Le retour de la saison des pluies s’avère être un véritable calvaire pour de nombreuses personnes dans la province de l’Ituri. Alors qu’on dit souvent que les beaux jours suivent la pluie, la situation en Ituri est tout à fait inverse. Les enfants de la province sont victimes de catastrophes naturelles qui ravagent la région.

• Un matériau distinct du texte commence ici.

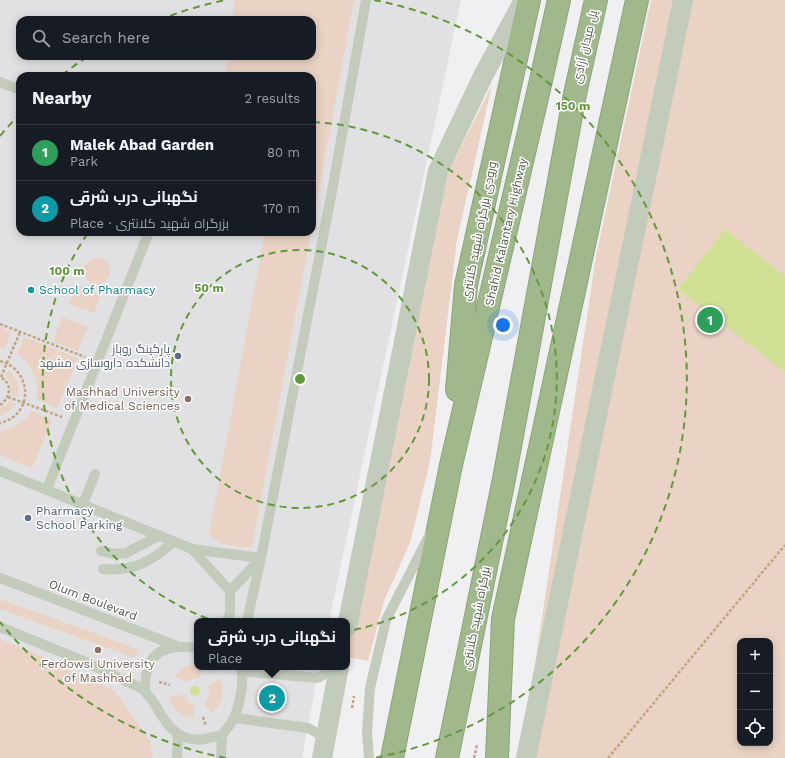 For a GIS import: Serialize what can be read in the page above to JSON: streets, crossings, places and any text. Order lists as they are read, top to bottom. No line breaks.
{"streets":{"highway":["پل میدان آزادی","ورودی بزرگراه شهید کلانتری","Shahid Kalantary Highway"],"lane":["Olum Boulevard"]},"crossings":[["ورودی بزرگراه شهید کلانتری","Shahid Kalantary Highway"]],"places":["School of Pharmacy","پارکینگ روباز دانشکده داروسازی مشهد","Mashhad University of Medical Sciences","Pharmacy School Parking","Ferdowsi University of Mashhad"],"page":{"search":"Search here","heading":["Nearby","2 results"],"list":[{"mark":"1","name":"Malek Abad Garden","note":"Park","value":"80 m"},{"mark":"2","name":"نگهبانی درب شرقی","note":"Place · بزرگراه شهید کلانتری","value":"170 m"}],"pins":["1","2"],"popup":["نگهبانی درب شرقی","Place"],"map_buttons":["+","−"]},"rings":["150 m","100 m","50 m"]}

Ces catastrophes naturelles, principalement d’origine météorologique, se manifestent par de fortes pluies accompagnées de vents violents, constituant une grave menace pour le secteur de l’éducation. Selon le coordinateur provincial de la protection civile en Ituri, quatre écoles ont été touchées par des catastrophes naturelles entre le 30 juillet et le 5 septembre dans les territoires de Djugu, Irumu et Aru.
Les écoles touchées comprennent l’école primaire Medhu dans le chef-lieu de Walendu Bindi, territoire d’Irumu ; l’école primaire Sanduku dans le secteur de Walendu Pitsi, territoire de Djugu ; l’école primaire Leiko Rumu ; et l’institut Gbage Ligo dans le chef-lieu de Kakwa, territoire d’Aru.
Ces écoles ont été détruites par les vents violents qui précèdent ou suivent les fortes pluies qui s’abattent sur la province de l’Ituri, notamment dans la ville de Bunia. Malheureusement, ces écoles n’ont pas encore été réhabilitées.
À la lumière des alertes reçues par le Service de protection civile de l’Ituri, il est impératif de développer et de mettre en œuvre des plans de réduction des risques de catastrophe dans les zones touchées. Des réponses d’urgence immédiates doivent être fournies à la suite de tels événements soudains qui entraînent des dommages importants. Par conséquent, le développement de plans d’intervention d’urgence et la mobilisation de fonds à cet effet sont cruciaux pour toutes les parties impliquées, selon M. Robert Dnalonga, qui s’exprime devant Kilalo Presse.
Il convient de noter que, à ce jour, l’infrastructure des écoles touchées n’a pas été réparée, ce qui nuit au bon déroulement des activités éducatives qui venaient de reprendre le 4 septembre 2023.